- Opening Delimiter -

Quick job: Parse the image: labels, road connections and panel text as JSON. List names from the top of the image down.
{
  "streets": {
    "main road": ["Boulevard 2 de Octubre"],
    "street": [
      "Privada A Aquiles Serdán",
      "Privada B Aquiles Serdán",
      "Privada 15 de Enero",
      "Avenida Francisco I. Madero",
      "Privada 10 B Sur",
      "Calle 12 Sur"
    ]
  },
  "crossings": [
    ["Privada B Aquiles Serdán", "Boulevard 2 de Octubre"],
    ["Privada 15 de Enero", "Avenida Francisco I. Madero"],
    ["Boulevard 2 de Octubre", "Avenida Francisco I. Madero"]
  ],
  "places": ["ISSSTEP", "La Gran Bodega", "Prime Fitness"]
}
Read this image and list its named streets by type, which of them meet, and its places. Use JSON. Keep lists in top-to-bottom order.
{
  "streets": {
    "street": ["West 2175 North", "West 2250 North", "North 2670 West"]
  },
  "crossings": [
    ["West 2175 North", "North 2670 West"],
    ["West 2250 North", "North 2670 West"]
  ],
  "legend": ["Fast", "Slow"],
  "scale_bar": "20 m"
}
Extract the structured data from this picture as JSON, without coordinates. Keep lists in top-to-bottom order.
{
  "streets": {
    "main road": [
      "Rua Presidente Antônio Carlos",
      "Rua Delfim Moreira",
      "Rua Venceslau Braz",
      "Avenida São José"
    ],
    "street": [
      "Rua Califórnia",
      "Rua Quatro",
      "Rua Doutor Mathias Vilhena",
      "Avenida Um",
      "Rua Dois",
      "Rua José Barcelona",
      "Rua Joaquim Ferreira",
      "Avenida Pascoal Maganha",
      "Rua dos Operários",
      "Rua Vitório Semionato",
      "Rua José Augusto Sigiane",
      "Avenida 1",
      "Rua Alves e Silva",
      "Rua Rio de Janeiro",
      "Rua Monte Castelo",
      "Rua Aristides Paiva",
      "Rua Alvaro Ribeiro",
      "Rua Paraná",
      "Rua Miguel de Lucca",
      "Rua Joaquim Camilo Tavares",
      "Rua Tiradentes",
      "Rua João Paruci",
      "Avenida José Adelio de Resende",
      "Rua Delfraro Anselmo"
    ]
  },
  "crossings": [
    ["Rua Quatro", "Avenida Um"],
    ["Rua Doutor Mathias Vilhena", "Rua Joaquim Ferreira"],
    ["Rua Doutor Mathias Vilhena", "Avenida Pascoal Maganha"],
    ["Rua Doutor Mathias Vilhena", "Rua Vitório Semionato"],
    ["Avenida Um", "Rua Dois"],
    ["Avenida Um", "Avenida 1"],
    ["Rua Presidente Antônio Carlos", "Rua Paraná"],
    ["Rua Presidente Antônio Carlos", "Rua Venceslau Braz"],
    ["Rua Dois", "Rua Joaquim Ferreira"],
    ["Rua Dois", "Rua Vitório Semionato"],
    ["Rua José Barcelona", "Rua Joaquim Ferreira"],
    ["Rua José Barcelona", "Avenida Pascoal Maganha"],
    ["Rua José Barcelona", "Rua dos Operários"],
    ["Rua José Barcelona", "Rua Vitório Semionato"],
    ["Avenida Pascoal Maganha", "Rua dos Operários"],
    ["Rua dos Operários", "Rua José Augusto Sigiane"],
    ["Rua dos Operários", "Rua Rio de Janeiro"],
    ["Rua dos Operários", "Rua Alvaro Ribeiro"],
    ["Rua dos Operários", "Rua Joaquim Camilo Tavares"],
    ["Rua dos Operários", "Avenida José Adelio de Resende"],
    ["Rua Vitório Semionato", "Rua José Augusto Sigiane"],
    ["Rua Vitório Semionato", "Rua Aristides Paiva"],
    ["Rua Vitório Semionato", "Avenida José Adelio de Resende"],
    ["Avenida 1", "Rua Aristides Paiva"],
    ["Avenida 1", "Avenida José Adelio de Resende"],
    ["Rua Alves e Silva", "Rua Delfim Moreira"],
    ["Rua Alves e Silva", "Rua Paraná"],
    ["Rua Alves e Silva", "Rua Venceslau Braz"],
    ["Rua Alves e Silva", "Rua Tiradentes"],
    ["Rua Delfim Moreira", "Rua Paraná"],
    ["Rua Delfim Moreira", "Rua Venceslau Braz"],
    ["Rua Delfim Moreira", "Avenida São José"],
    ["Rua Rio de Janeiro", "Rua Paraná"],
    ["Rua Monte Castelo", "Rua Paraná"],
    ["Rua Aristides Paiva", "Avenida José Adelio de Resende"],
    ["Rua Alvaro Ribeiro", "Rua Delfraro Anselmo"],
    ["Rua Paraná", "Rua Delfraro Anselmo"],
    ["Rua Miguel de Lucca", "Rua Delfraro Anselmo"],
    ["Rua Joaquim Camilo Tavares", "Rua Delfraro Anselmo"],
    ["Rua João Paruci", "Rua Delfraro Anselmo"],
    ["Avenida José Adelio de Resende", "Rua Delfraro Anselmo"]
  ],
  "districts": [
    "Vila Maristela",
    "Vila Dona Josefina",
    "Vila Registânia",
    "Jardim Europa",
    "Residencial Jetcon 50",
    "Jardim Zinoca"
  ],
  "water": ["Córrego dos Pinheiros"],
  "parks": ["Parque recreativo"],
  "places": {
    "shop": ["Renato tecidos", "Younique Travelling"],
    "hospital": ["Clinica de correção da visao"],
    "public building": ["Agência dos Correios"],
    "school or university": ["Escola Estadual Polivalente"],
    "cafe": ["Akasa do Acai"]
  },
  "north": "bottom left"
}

- Closing Delimiter -

Assignment. Filter the records for the word "Tavares" and show every line that has it.

Response.
      "Rua Joaquim Camilo Tavares",
    ["Rua dos Operários", "Rua Joaquim Camilo Tavares"],
    ["Rua Joaquim Camilo Tavares", "Rua Delfraro Anselmo"],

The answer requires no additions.